Traditional Merchandise Financial Planning (MFP) processes are desperate for modernization. MFP is surprisingly outdated for such a strategic process that sits between high-level business objectives and on-the-ground operations. I want those of you who entered the general merchandise industry two decades ago to really ask yourselves: has the job become any easier?   

MFP is often bogged down by time-consuming manual processes that lead to a stalemate between high-level strategy and day-to-day execution. This leaves the process feeling neither truly forward-looking nor fully actionable. Planners are often stuck balancing a realistic forecast and a high-level target, grappling with excessive complexity on one side and a lack of meaningful detail on the other.  

Today’s retail environment demands more than these outdated, manual processes. Limited by monthly planning cycles, planners lack the agility to adjust to changing market dynamics. Modern platforms offer robust data collection, short-horizon demand sensing, and predictive alerts, turning MFP from a guessing game into an actionable data-driven process.  

So, the question is: What’s needed to bring your MFP into the digital age? 

The new tools for Merchandise Financial Planning (MFP)  

Let’s look at some of these common issues with outdated MFP processes and see how modern tech can step in to help solve these “old school” problems.  

Let Machines Manage Data; Let Planners Add Strategy  

Old school:  

Planners or central teams often face the challenge of gathering data from multiple sources to present historical information in one cohesive format. When planning for the upcoming season, the typical process involves copying last year’s data and making adjustments.  

While this approach isn’t entirely unreasonable, planners must then manually account for sales peaks due to known calendar events—such as Easter, Chinese New Year, etc. They also spend significant time identifying and cleansing outliers in last year’s data, often reviewing multiple years of history at various intersections.   
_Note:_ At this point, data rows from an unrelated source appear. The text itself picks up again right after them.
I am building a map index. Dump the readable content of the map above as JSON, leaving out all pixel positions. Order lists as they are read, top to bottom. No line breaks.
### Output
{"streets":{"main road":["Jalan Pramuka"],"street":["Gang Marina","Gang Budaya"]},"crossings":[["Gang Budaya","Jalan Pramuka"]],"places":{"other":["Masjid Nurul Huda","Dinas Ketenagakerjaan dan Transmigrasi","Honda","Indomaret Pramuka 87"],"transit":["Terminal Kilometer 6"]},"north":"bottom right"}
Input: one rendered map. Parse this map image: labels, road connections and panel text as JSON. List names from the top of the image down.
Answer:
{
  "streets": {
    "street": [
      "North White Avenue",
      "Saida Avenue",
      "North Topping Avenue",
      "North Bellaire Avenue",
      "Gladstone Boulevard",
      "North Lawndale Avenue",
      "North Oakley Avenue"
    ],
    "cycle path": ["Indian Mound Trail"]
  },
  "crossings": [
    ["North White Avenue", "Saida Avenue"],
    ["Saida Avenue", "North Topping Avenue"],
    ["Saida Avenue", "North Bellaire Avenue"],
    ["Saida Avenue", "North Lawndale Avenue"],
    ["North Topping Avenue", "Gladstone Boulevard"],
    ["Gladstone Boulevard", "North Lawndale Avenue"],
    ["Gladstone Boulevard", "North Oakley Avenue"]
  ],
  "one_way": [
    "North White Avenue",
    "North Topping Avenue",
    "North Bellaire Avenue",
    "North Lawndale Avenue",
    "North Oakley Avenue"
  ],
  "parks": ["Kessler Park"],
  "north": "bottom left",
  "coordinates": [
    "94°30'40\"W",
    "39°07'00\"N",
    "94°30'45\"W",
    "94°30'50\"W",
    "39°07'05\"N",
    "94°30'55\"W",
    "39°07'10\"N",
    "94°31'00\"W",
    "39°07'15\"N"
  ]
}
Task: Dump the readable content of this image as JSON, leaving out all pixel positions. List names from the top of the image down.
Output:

Only after these tasks are completed can planners begin incorporating human insight, which is crucial for strategically investing and growing based on market, customer, and product insights.  

New tool:  

Machine learning models help preserve and highlight planners’ insights by analyzing historical data and trends to help forecast achievable targets. These tools empower planners by incorporating their expertise into data-driven projections, closing the gap between what is realistic and what is expected executively.  
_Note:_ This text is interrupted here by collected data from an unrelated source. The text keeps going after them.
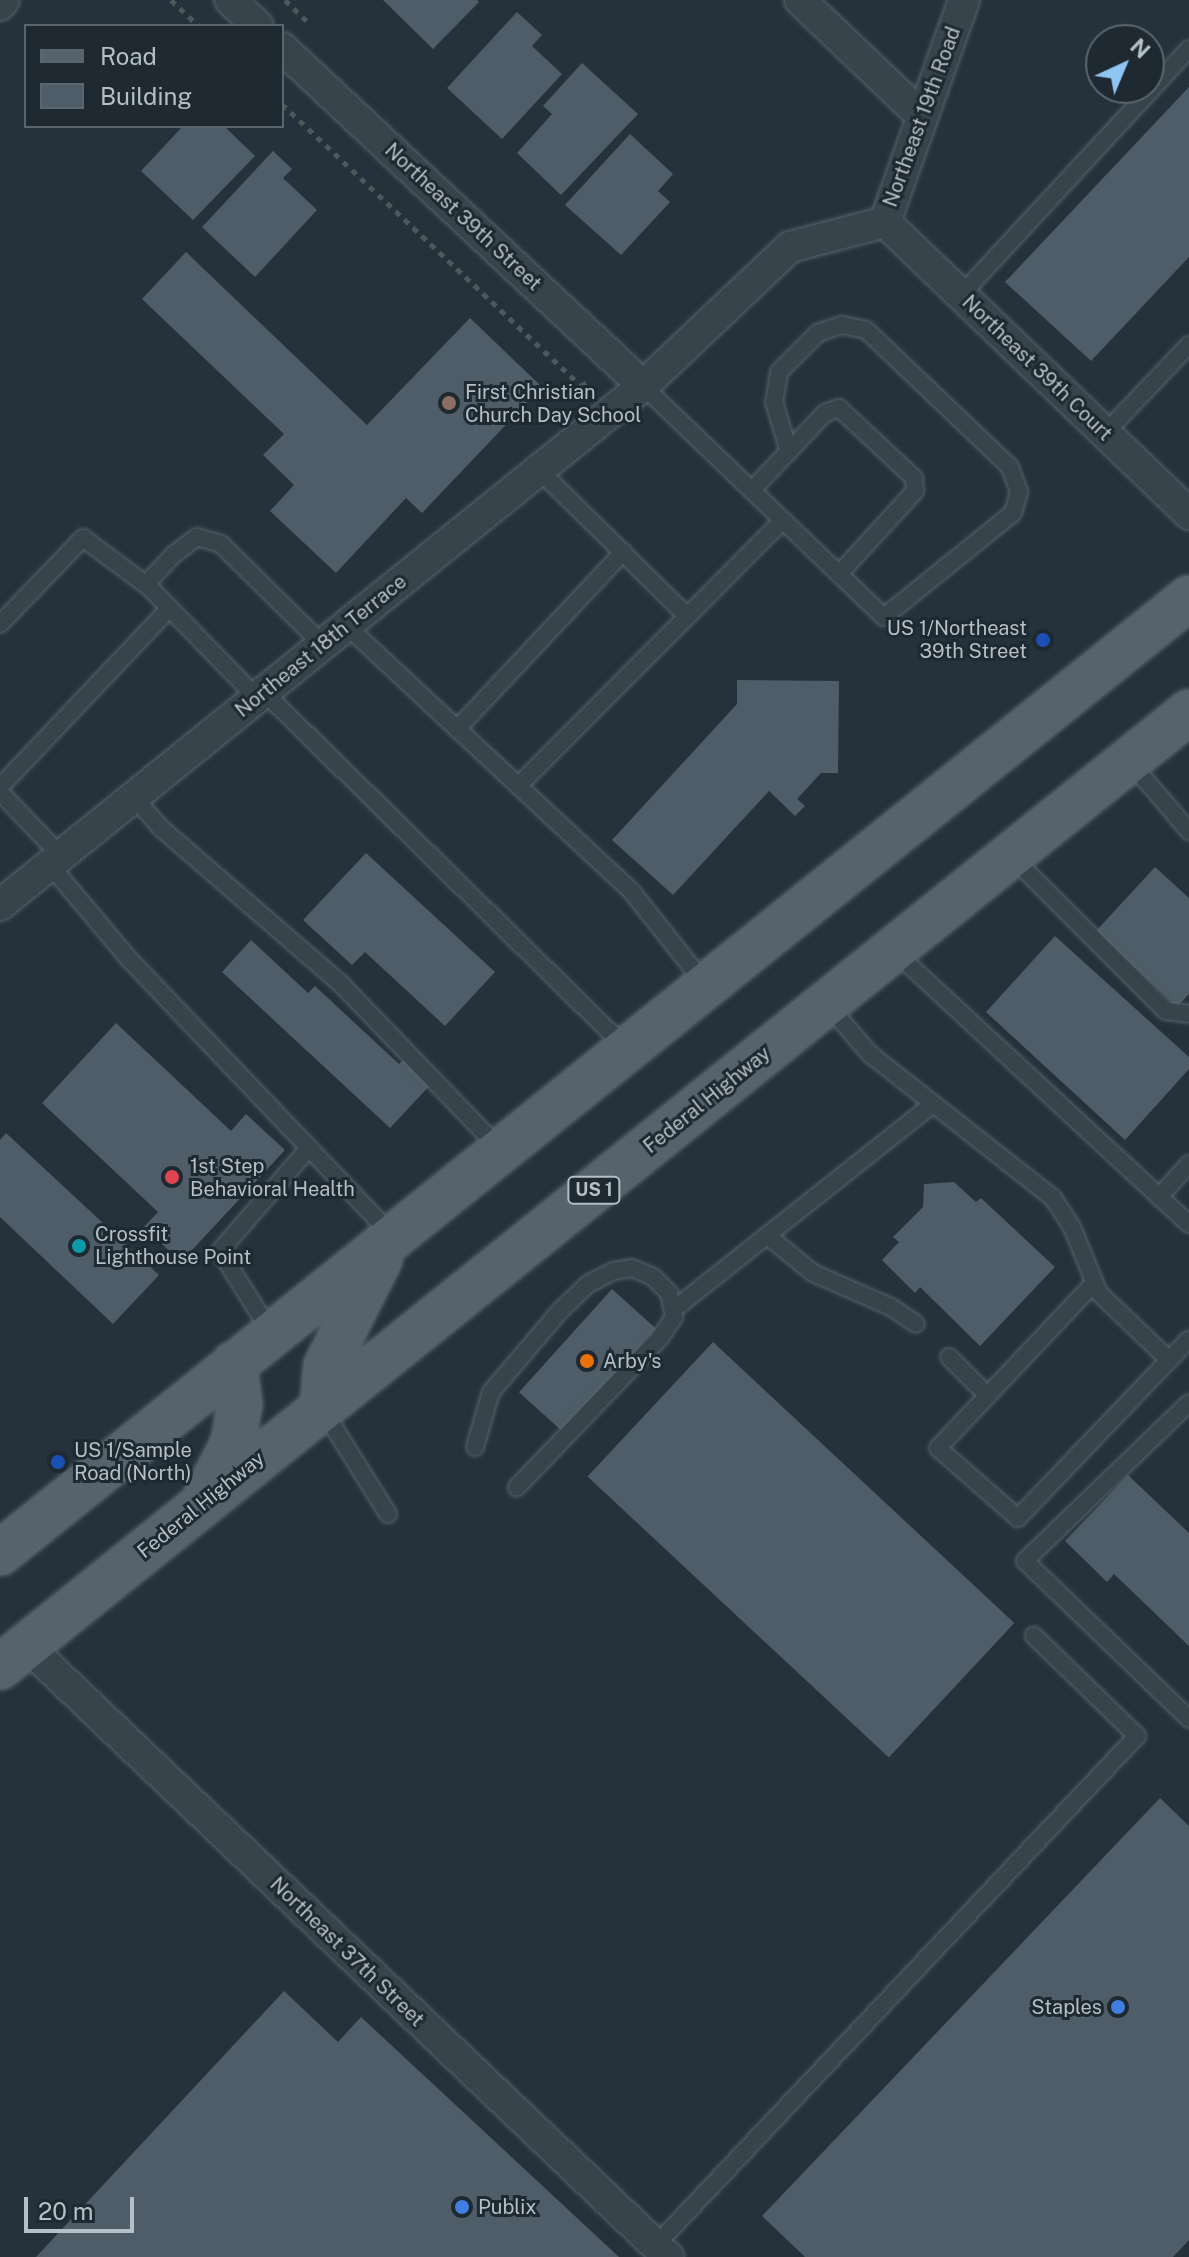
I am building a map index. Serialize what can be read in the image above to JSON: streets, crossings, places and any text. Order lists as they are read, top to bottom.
{
  "streets": {
    "main road": ["Federal Highway", "US 1"],
    "street": [
      "Northeast 19th Road",
      "Northeast 39th Street",
      "Northeast 39th Court",
      "Northeast 18th Terrace",
      "Northeast 37th Street"
    ]
  },
  "crossings": [
    ["Northeast 19th Road", "Northeast 39th Street"],
    ["Northeast 19th Road", "Northeast 39th Court"],
    ["Northeast 19th Road", "Northeast 18th Terrace"],
    ["Northeast 39th Street", "Northeast 18th Terrace"],
    ["Federal Highway", "Northeast 37th Street"]
  ],
  "places": [
    "First Christian Church Day School",
    "US 1/Northeast 39th Street",
    "1st Step Behavioral Health",
    "Crossfit Lighthouse Point",
    "Arby's",
    "US 1/Sample Road (North)",
    "Staples",
    "Publix"
  ],
  "legend": ["Road", "Building"],
  "scale_bar": "20 m",
  "north": "top right"
}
Machine learning models can provide a seeded plan that automatically adjusts sales patterns for known calendar events and outliers and can even use external macroeconomic data to take the heavy data manipulation away from planners.  These tools give planners an accelerated starting position, empower them with explainable models, and allow them to have more time to incorporate their expertise 

Add Clarity to Sales Numbers with Context and Rationale  

Old school:  

In traditional MFP, the why behind the plan and adjustments are rarely documented, often living solely in the planner’s mind. What are the assumptions and components behind the 40% year-on-year growth? This lack of transparency makes it hard for team members to understand the context of growth assumptions, slowing decision-making and hindering the ability to explain performance gaps in-season.   

New tool:  

Collaborative planning platforms allow planners to capture the what and the why behind the growth plan as structured and unstructured data.   

The what: Develop the growth plan by breaking it into structured components, such as channel expansion or closures, volume growth, market inflation, pricing strategy, and other strategic initiatives.  
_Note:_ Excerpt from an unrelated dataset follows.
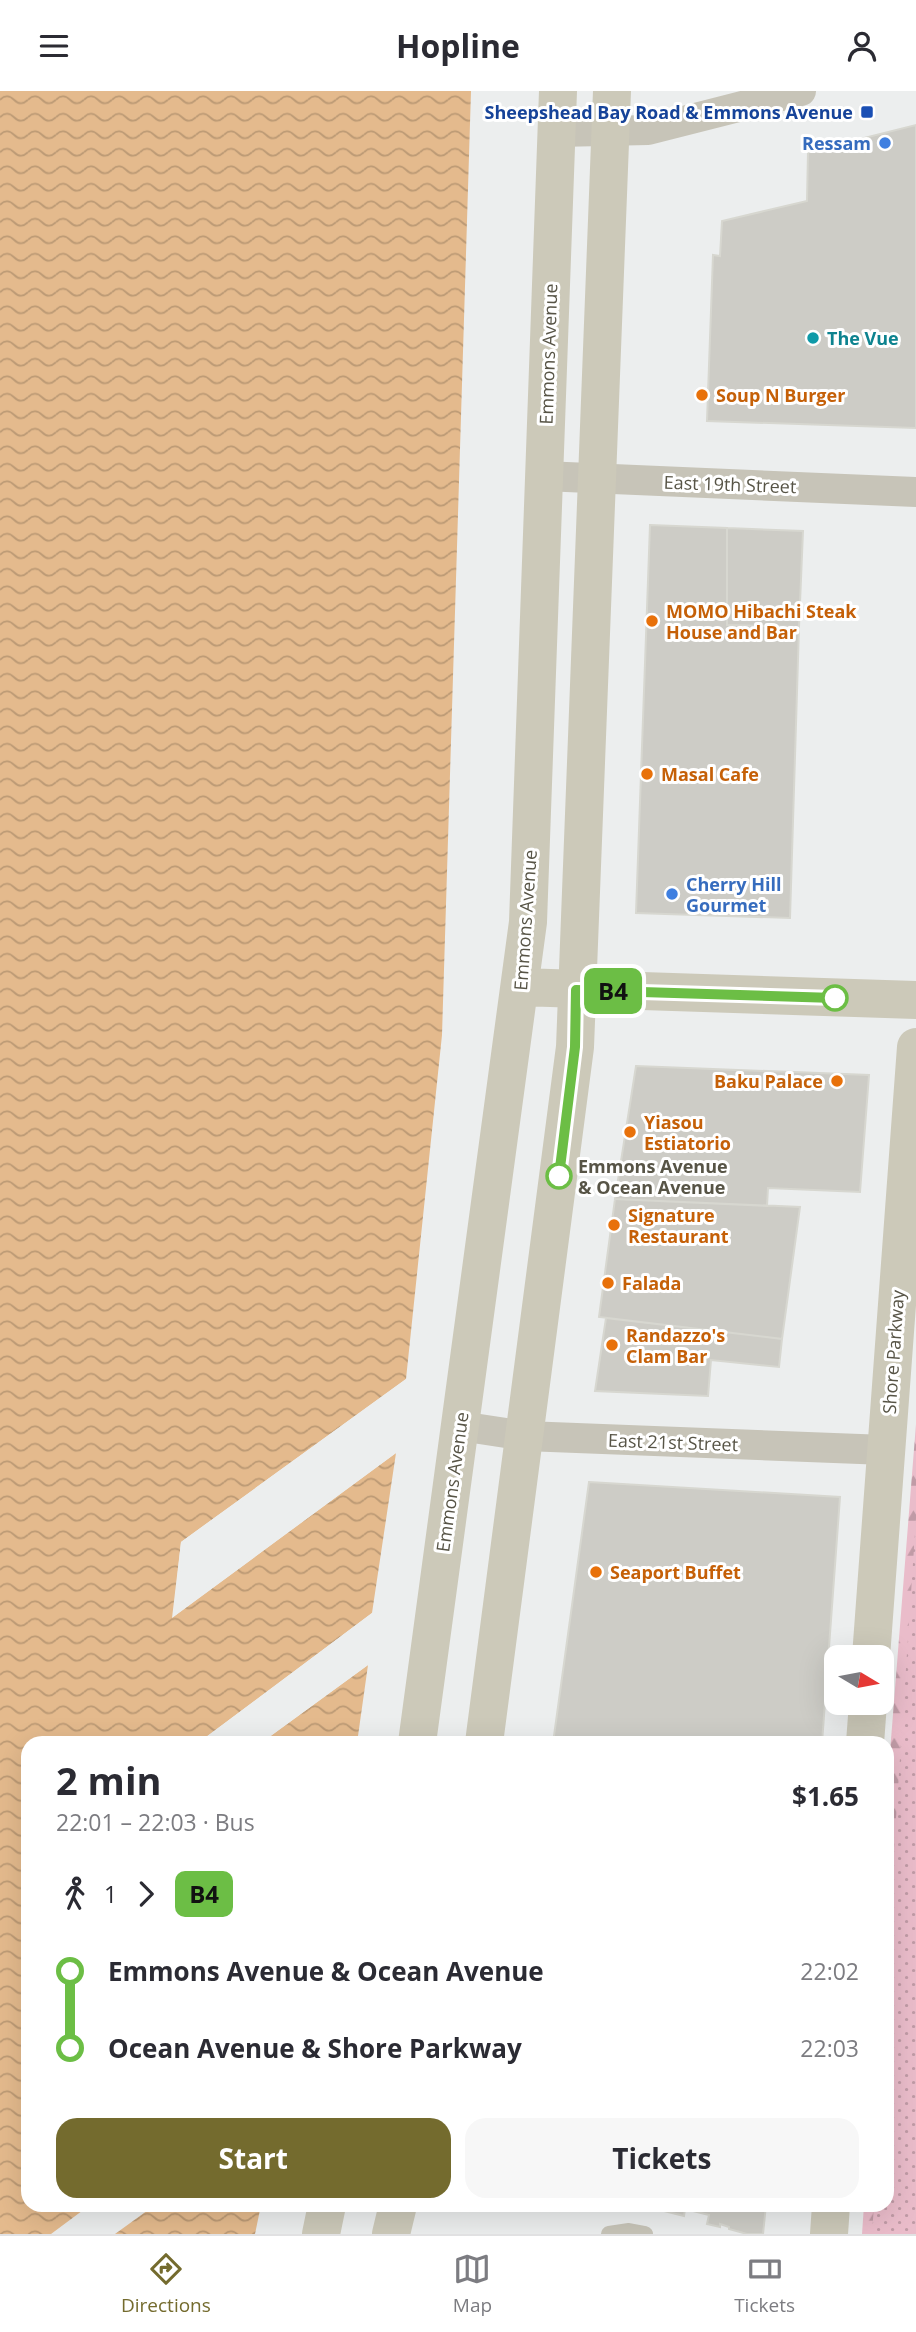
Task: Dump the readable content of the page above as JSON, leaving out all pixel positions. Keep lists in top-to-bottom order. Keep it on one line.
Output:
{"streets":{"main road":["Emmons Avenue","Shore Parkway"],"street":["East 19th Street","East 21st Street"]},"crossings":[["Emmons Avenue","East 19th Street"],["Emmons Avenue","East 21st Street"],["Shore Parkway","East 21st Street"]],"places":{"transit":["Sheepshead Bay Road & Emmons Avenue"],"other":["Ressam","The Vue","Soup N Burger","MOMO Hibachi Steak House and Bar","Masal Cafe","Cherry Hill Gourmet","Baku Palace","Yiasou Estiatorio","Emmons Avenue & Ocean Avenue","Signature Restaurant","Falada","Randazzo's Clam Bar","Seaport Buffet"]},"lines":["bus line B4"],"north":"right","page":{"header":"Hopline","on_map":"B4","heading":["2 min","22:01 – 22:03 · Bus","$1.65"],"legs":["1","B4"],"list":[{"name":"Emmons Avenue & Ocean Avenue","value":"22:02"},{"name":"Ocean Avenue & Shore Parkway","value":"22:03"}],"buttons":["Start","Tickets"],"tabs":["Directions","Map","Tickets"]}}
The why: Document the context, rationale, and key assumptions and examine them alongside the plan’s numbers. This transparency gives teams the visibility they need to make quicker, data-driven decisions and adjust strategies as necessary, promoting greater alignment and accountability across the organization. 

Moving Beyond Surface-Level, Reactive Planning 

Old school:  

Having a financial plan is a great foundation, but what’s the next step? Does your inventory and ordering actually match up, or will you find yourself scrambling at the last minute?  

Plans are often made at such a high level that they can’t really consider how things will be executed on the ground. This can lead to frantic adjustments in inventory orders that can cause inefficiencies and stock problems.  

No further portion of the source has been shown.